▶ [Data for the task]
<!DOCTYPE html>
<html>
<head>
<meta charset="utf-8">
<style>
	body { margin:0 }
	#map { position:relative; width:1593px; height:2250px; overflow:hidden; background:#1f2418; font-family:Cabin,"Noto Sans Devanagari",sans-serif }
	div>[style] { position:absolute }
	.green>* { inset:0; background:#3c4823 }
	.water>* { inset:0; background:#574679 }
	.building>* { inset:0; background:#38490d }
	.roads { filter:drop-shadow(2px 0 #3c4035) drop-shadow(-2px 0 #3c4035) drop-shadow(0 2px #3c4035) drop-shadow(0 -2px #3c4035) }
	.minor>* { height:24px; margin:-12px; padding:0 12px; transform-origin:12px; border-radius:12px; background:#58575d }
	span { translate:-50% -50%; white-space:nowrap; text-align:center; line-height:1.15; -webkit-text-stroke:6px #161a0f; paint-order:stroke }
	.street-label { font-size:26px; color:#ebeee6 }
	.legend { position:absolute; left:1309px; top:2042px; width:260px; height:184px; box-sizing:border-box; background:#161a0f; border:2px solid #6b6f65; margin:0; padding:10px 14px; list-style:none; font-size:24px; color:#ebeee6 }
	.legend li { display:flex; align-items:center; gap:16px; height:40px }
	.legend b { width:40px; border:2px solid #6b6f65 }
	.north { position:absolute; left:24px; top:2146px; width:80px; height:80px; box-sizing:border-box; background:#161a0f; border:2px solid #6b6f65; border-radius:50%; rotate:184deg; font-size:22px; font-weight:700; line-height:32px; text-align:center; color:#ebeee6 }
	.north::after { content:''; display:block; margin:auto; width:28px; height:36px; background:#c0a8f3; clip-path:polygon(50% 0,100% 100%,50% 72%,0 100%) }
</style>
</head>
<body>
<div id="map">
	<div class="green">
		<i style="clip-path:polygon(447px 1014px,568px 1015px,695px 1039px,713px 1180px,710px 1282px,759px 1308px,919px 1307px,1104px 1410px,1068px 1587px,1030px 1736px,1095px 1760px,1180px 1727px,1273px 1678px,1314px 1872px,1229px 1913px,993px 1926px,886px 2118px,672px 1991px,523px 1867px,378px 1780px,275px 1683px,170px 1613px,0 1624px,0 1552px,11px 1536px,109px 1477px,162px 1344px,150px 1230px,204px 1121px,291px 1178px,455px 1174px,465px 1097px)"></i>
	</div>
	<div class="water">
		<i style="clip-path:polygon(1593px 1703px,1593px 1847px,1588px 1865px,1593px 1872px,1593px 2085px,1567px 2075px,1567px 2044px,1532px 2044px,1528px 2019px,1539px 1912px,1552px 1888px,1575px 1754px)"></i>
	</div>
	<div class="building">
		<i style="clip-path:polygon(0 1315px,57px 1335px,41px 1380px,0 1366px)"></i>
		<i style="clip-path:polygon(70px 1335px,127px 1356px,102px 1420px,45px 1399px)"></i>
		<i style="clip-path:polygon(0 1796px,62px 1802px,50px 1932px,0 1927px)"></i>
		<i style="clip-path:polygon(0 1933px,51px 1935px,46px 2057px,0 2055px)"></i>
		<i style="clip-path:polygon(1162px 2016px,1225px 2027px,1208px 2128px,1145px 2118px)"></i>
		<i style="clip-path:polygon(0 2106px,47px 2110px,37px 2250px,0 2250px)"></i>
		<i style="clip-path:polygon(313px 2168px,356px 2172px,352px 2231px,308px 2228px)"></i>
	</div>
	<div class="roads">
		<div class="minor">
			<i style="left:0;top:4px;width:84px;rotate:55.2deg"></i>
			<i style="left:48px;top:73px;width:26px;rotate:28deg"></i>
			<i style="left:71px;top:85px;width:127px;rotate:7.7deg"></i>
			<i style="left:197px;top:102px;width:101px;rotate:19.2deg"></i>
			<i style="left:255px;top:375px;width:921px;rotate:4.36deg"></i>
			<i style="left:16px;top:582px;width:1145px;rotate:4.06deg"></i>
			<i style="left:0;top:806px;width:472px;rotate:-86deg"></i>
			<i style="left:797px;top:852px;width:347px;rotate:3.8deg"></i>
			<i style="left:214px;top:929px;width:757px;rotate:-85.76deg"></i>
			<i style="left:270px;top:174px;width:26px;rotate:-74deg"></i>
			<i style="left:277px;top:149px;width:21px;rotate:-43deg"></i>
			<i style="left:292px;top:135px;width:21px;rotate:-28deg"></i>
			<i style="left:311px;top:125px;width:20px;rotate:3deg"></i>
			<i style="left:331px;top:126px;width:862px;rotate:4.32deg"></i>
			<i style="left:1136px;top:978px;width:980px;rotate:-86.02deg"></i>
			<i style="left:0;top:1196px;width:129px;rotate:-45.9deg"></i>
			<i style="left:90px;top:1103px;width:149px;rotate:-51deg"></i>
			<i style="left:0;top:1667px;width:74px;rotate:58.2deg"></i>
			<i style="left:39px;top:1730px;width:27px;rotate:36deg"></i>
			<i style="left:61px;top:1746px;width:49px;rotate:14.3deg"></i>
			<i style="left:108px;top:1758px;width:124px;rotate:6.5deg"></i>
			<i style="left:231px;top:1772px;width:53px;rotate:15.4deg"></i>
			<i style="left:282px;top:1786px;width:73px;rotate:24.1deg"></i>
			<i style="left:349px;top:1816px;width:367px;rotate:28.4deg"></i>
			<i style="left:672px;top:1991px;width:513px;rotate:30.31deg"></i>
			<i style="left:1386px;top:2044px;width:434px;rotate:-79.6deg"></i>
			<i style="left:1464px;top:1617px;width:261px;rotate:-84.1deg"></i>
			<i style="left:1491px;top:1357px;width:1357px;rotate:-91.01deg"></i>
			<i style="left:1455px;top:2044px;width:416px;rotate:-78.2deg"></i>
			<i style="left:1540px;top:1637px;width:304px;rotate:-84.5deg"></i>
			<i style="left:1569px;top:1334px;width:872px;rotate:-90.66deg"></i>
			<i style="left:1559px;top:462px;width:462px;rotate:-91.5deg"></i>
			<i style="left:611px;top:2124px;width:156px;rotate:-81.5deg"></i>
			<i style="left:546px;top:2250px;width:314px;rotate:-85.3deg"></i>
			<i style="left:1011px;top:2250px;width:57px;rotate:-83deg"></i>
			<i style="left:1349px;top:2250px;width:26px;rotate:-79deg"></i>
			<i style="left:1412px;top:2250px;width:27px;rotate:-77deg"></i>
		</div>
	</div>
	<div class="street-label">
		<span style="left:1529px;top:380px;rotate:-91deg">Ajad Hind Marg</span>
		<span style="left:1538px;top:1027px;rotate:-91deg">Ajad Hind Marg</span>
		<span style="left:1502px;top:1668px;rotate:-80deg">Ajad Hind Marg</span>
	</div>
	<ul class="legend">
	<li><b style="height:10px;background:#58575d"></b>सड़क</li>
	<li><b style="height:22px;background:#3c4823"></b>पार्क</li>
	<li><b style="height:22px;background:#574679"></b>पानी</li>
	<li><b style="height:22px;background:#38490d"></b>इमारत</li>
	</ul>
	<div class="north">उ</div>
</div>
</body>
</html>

▶ [What is required]
Within the material above, extract exactly the lines that start at the line containing "position:relative; width:1593px; height:2250px;" and stop after the line containing "filter:drop-shadow(2px 0 #3c4035)", and only those.

▶ [Output]
	#map { position:relative; width:1593px; height:2250px; overflow:hidden; background:#1f2418; font-family:Cabin,"Noto Sans Devanagari",sans-serif }
	div>[style] { position:absolute }
	.green>* { inset:0; background:#3c4823 }
	.water>* { inset:0; background:#574679 }
	.building>* { inset:0; background:#38490d }
	.roads { filter:drop-shadow(2px 0 #3c4035) drop-shadow(-2px 0 #3c4035) drop-shadow(0 2px #3c4035) drop-shadow(0 -2px #3c4035) }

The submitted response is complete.